Exercise goal: Copy out each line of the listing below that contains the word "image".

··· Supplied data

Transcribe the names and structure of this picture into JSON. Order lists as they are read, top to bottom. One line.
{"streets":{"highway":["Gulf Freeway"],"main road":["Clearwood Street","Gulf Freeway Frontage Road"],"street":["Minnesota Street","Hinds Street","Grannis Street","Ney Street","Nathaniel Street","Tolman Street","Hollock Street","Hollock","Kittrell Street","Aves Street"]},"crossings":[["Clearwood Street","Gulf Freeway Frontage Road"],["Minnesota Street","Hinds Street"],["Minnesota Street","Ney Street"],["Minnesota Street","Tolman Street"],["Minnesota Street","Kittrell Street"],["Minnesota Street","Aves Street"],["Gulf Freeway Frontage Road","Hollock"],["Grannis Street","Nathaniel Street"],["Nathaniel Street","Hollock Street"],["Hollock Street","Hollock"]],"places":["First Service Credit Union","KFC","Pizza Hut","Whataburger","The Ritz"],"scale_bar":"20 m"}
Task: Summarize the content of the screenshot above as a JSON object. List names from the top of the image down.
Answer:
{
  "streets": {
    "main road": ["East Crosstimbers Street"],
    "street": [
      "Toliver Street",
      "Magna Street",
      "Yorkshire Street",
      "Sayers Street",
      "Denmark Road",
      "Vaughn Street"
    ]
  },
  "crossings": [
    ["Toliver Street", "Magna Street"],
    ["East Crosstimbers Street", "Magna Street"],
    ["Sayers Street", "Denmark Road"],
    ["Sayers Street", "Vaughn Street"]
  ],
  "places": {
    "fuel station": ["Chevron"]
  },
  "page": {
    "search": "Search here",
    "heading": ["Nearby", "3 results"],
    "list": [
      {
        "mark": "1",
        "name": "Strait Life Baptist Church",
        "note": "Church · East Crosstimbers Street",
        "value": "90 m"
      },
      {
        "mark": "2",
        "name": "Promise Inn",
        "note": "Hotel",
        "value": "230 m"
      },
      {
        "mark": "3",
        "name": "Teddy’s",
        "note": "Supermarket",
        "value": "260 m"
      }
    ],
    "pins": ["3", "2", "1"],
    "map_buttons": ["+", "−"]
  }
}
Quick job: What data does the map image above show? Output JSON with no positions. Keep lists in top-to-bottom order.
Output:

······

Reply:
Task: Summarize the content of the screenshot above as a JSON object. List names from the top of the image down.
Quick job: What data does the map image above show? Output JSON with no positions. Keep lists in top-to-bottom order.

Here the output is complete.